(Collected data)
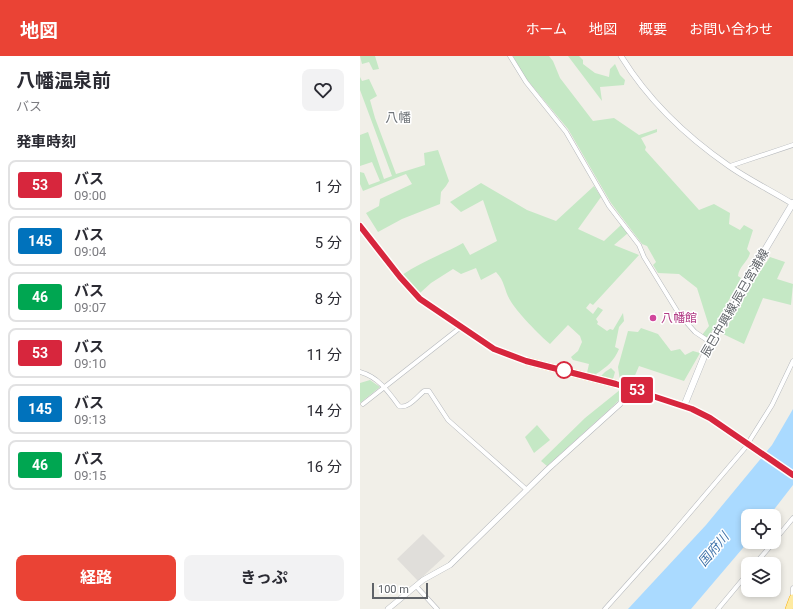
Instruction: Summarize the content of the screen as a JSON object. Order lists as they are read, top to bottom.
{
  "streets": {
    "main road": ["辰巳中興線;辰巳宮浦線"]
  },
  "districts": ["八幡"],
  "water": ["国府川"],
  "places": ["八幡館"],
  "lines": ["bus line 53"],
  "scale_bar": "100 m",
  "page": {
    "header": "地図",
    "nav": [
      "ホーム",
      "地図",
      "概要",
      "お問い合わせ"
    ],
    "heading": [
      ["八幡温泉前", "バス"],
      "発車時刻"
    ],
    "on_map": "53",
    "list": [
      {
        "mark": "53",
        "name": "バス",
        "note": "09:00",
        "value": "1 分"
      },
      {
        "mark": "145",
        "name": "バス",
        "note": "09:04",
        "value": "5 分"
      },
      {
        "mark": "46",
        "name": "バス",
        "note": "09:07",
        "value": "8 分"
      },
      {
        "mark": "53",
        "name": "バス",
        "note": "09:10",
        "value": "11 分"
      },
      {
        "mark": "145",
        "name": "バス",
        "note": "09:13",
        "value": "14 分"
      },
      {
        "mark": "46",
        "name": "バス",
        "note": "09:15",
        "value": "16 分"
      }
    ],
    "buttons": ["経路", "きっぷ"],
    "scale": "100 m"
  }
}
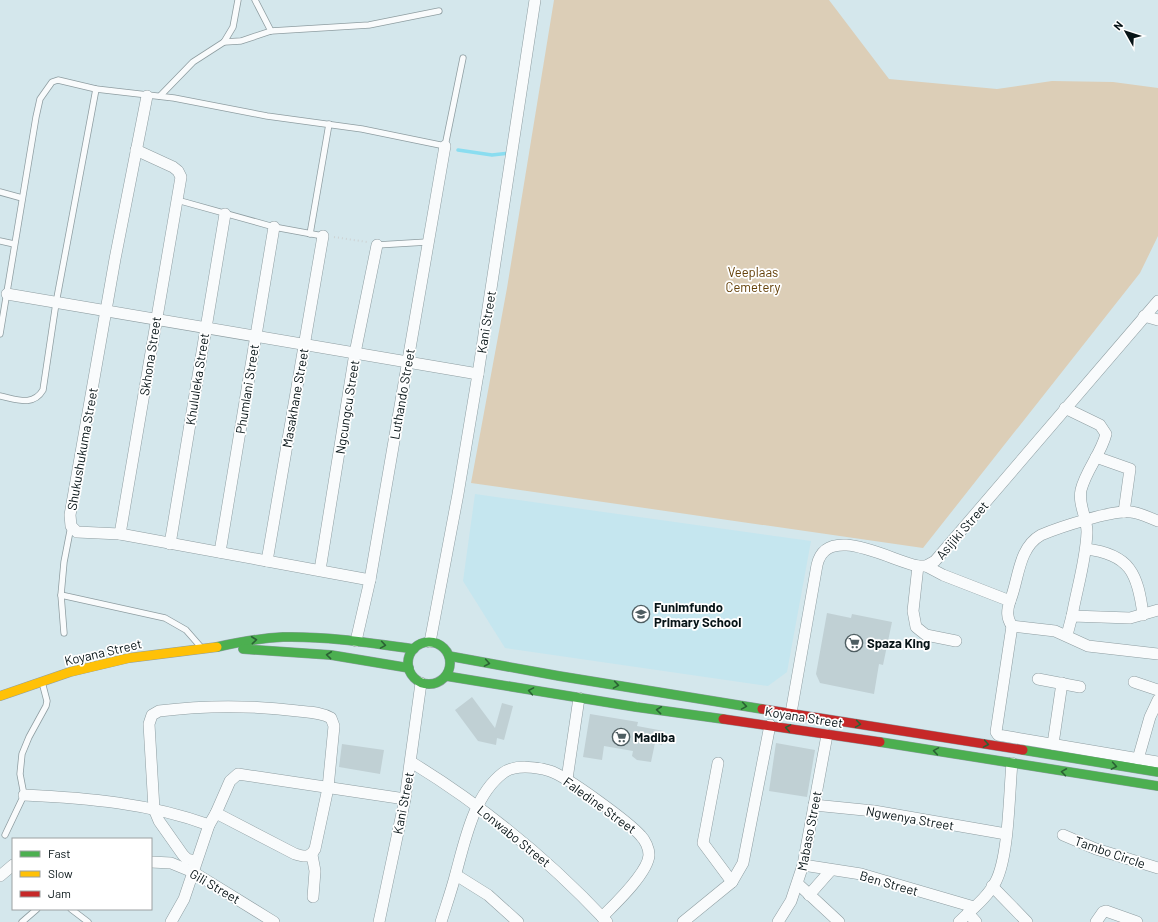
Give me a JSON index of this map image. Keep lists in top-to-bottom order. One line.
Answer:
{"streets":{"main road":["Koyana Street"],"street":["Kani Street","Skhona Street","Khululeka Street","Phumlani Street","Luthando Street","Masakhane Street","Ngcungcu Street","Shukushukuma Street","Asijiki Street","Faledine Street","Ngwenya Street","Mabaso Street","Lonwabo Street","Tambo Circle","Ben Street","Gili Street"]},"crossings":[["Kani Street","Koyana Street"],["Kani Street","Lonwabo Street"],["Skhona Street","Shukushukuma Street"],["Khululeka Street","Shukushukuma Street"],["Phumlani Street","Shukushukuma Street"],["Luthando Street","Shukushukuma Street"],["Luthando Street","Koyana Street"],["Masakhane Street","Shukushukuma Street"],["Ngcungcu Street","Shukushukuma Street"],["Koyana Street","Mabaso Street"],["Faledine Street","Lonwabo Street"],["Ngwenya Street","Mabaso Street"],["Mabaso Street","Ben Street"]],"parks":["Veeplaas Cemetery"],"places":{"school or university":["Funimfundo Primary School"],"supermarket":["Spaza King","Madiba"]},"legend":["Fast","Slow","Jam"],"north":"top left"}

- [EXERCISE INSTRUCTIONS]: The answer is the lines above, word for word, from the first one through the one containing "Give me a JSON"; it includes no pictures.

- [EXERCISE SOLUTION]:
Instruction: Summarize the content of the screen as a JSON object. Order lists as they are read, top to bottom.
{
  "streets": {
    "main road": ["辰巳中興線;辰巳宮浦線"]
  },
  "districts": ["八幡"],
  "water": ["国府川"],
  "places": ["八幡館"],
  "lines": ["bus line 53"],
  "scale_bar": "100 m",
  "page": {
    "header": "地図",
    "nav": [
      "ホーム",
      "地図",
      "概要",
      "お問い合わせ"
    ],
    "heading": [
      ["八幡温泉前", "バス"],
      "発車時刻"
    ],
    "on_map": "53",
    "list": [
      {
        "mark": "53",
        "name": "バス",
        "note": "09:00",
        "value": "1 分"
      },
      {
        "mark": "145",
        "name": "バス",
        "note": "09:04",
        "value": "5 分"
      },
      {
        "mark": "46",
        "name": "バス",
        "note": "09:07",
        "value": "8 分"
      },
      {
        "mark": "53",
        "name": "バス",
        "note": "09:10",
        "value": "11 分"
      },
      {
        "mark": "145",
        "name": "バス",
        "note": "09:13",
        "value": "14 分"
      },
      {
        "mark": "46",
        "name": "バス",
        "note": "09:15",
        "value": "16 分"
      }
    ],
    "buttons": ["経路", "きっぷ"],
    "scale": "100 m"
  }
}
Give me a JSON index of this map image. Keep lists in top-to-bottom order. One line.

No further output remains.